**Task objective:** From the first line of the data below through the line bearing "Quick job: Convert", reproduce each line exactly; do not include pictures.

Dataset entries

--*--

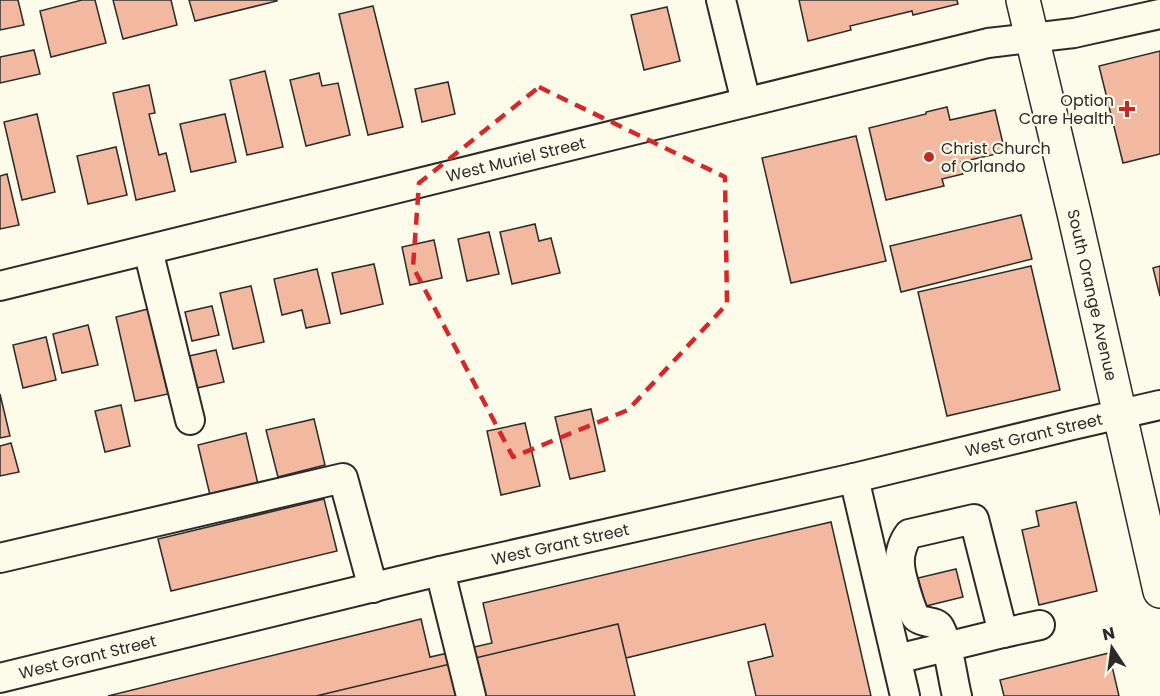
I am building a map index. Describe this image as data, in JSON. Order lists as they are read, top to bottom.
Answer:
{
  "streets": {
    "main road": ["South Orange Avenue"],
    "street": ["West Muriel Street", "West Grant Street"]
  },
  "crossings": [
    ["West Muriel Street", "South Orange Avenue"],
    ["South Orange Avenue", "West Grant Street"]
  ],
  "places": {
    "health": ["Option Care Health"],
    "other": ["Christ Church of Orlando"]
  },
  "north": "top"
}
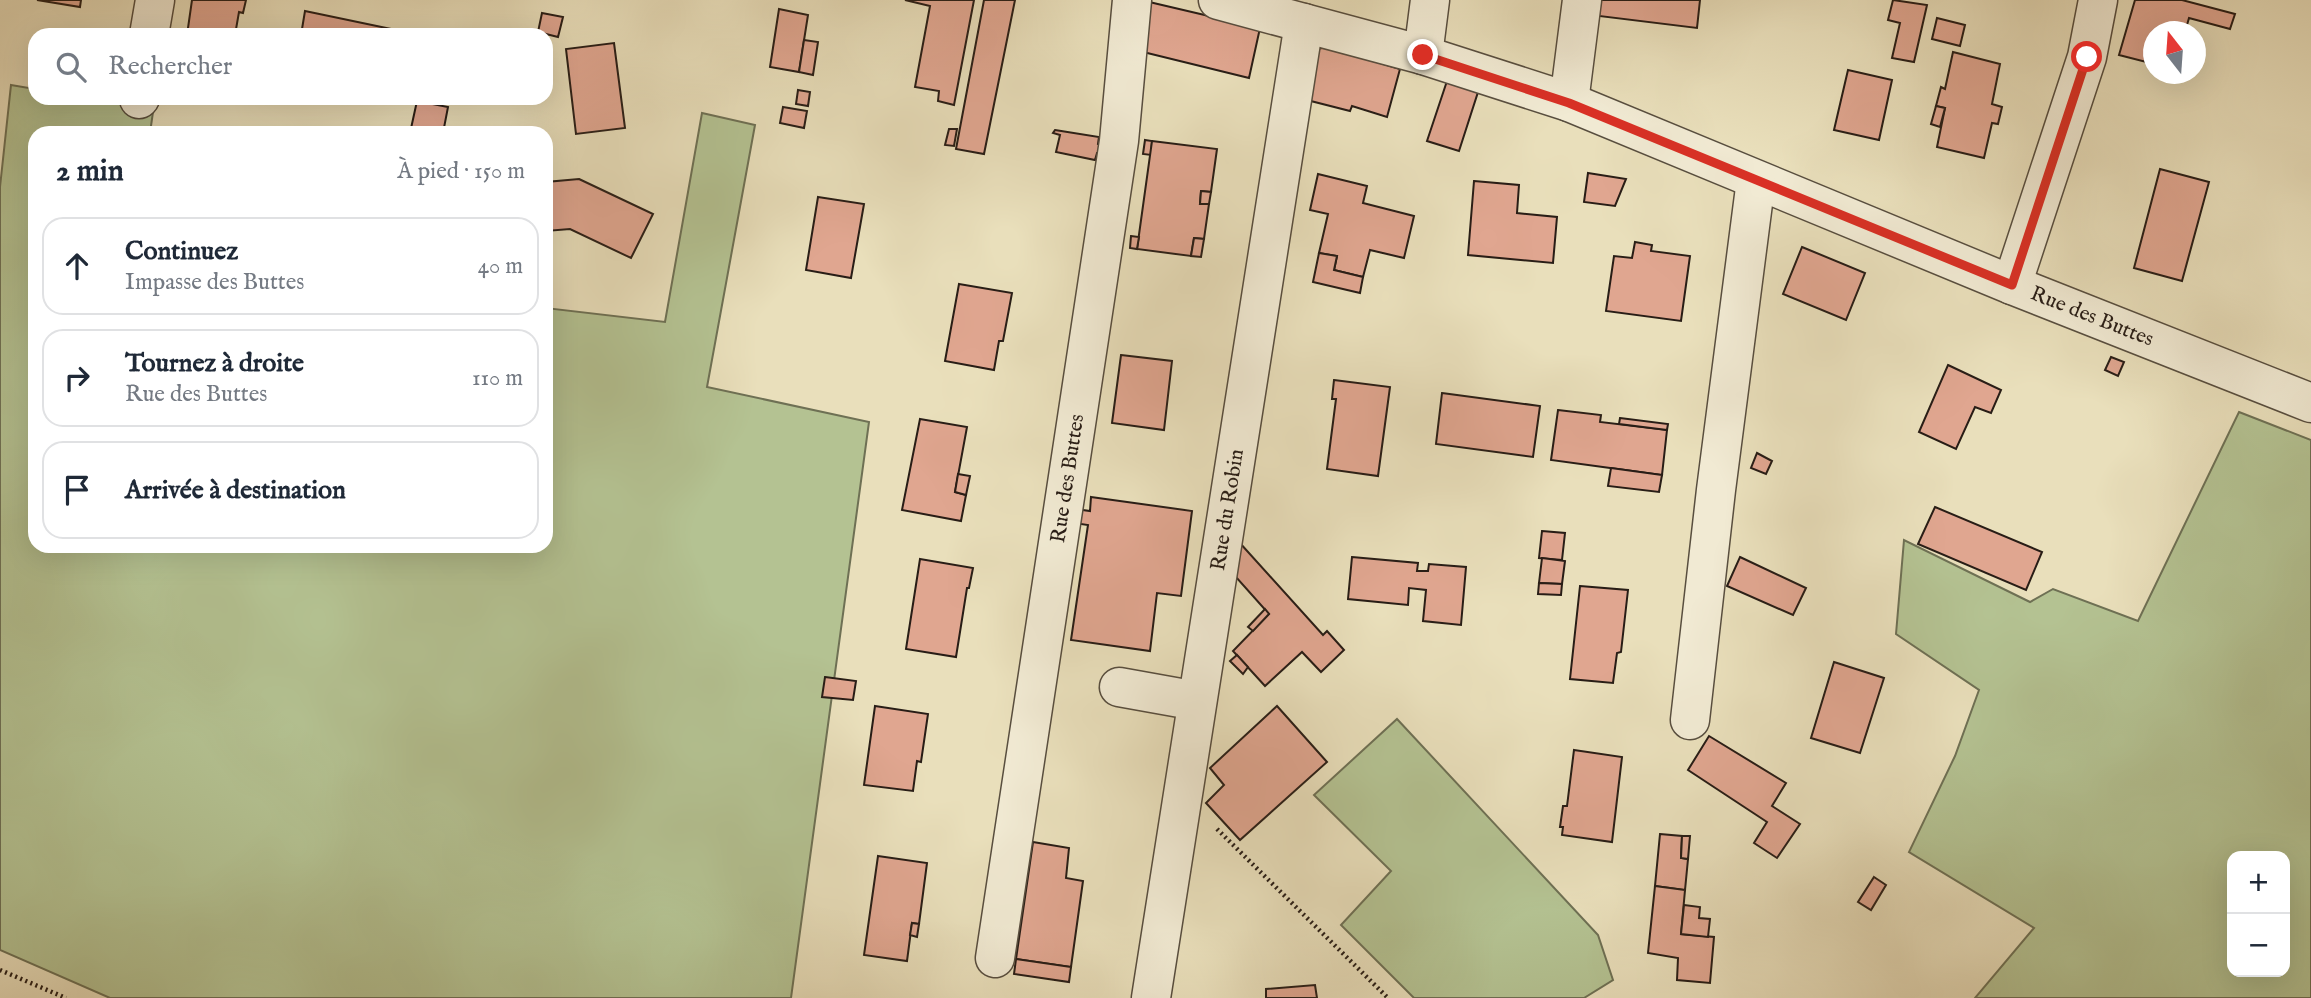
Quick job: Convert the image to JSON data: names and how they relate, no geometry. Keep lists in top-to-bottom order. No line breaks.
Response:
{"streets":{"street":["Rue des Buttes","Rue du Robin"]},"crossings":[["Rue des Buttes","Rue du Robin"]],"north":"top","page":{"search":"Rechercher","heading":["2 min","À pied · 150 m"],"list":[["Continuez","Impasse des Buttes","40 m"],["Tournez à droite","Rue des Buttes","110 m"],"Arrivée à destination"],"map_buttons":["+","−"]}}
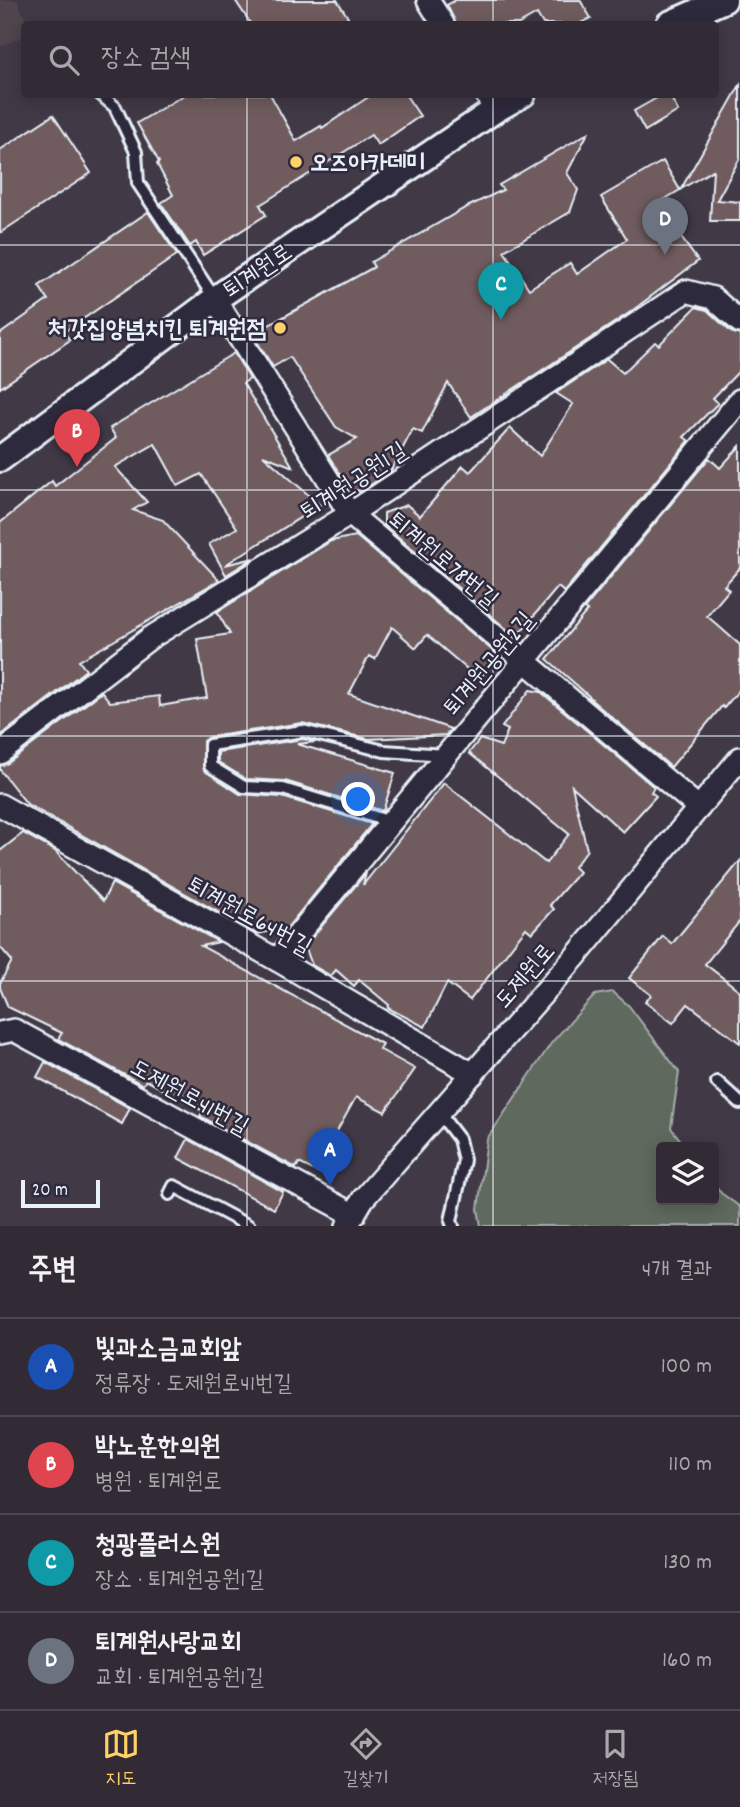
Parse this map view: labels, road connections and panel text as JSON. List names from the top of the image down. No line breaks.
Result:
{"streets":{"street":["퇴계원로","퇴계원공원1길","퇴계원로78번길","퇴계원공원2길","퇴계원로64번길","도제원로","도제원로41번길"]},"crossings":[["퇴계원로","퇴계원로78번길"],["퇴계원공원1길","퇴계원로78번길"],["퇴계원로78번길","퇴계원공원2길"],["퇴계원로78번길","도제원로"],["퇴계원공원2길","퇴계원로64번길"],["퇴계원로64번길","도제원로"],["도제원로","도제원로41번길"]],"places":["오즈아카데미","처갓집양념치킨 퇴계원점"],"scale_bar":"20 m","page":{"search":"장소 검색","pins":["D","C","B","A"],"scale":"20 m","heading":["주변","4개 결과"],"list":[{"mark":"A","name":"빛과소금교회앞","note":"정류장 · 도제원로41번길","value":"100 m"},{"mark":"B","name":"박노훈한의원","note":"병원 · 퇴계원로","value":"110 m"},{"mark":"C","name":"청광플러스원","note":"장소 · 퇴계원공원1길","value":"130 m"},{"mark":"D","name":"퇴계원사랑교회","note":"교회 · 퇴계원공원1길","value":"160 m"}],"nav":["지도","길찾기","저장됨"]}}
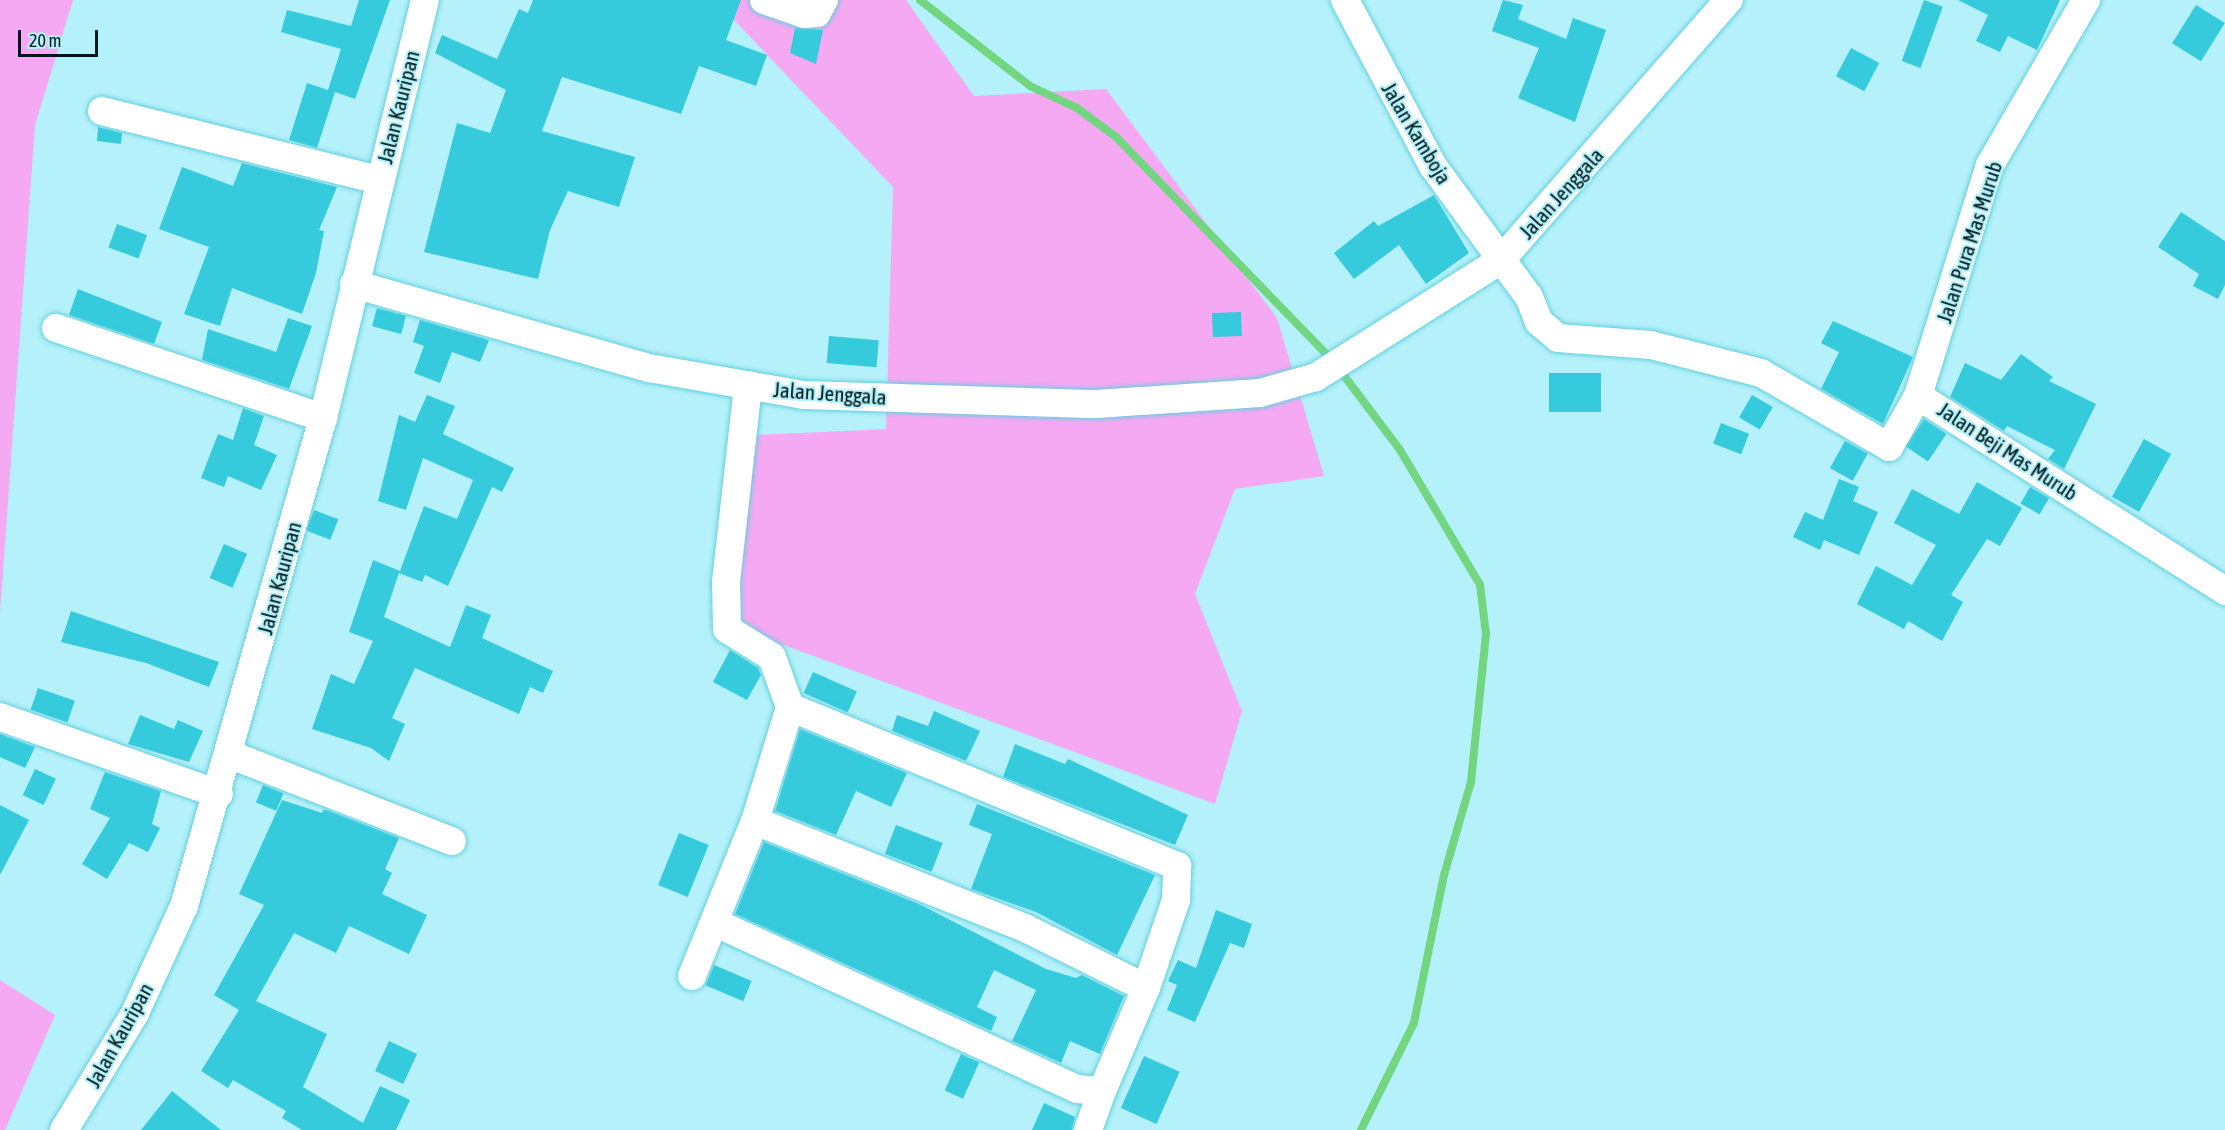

--*--

**Task response:**
I am building a map index. Describe this image as data, in JSON. Order lists as they are read, top to bottom.
Answer:
{
  "streets": {
    "main road": ["South Orange Avenue"],
    "street": ["West Muriel Street", "West Grant Street"]
  },
  "crossings": [
    ["West Muriel Street", "South Orange Avenue"],
    ["South Orange Avenue", "West Grant Street"]
  ],
  "places": {
    "health": ["Option Care Health"],
    "other": ["Christ Church of Orlando"]
  },
  "north": "top"
}
Quick job: Convert the image to JSON data: names and how they relate, no geometry. Keep lists in top-to-bottom order. No line breaks.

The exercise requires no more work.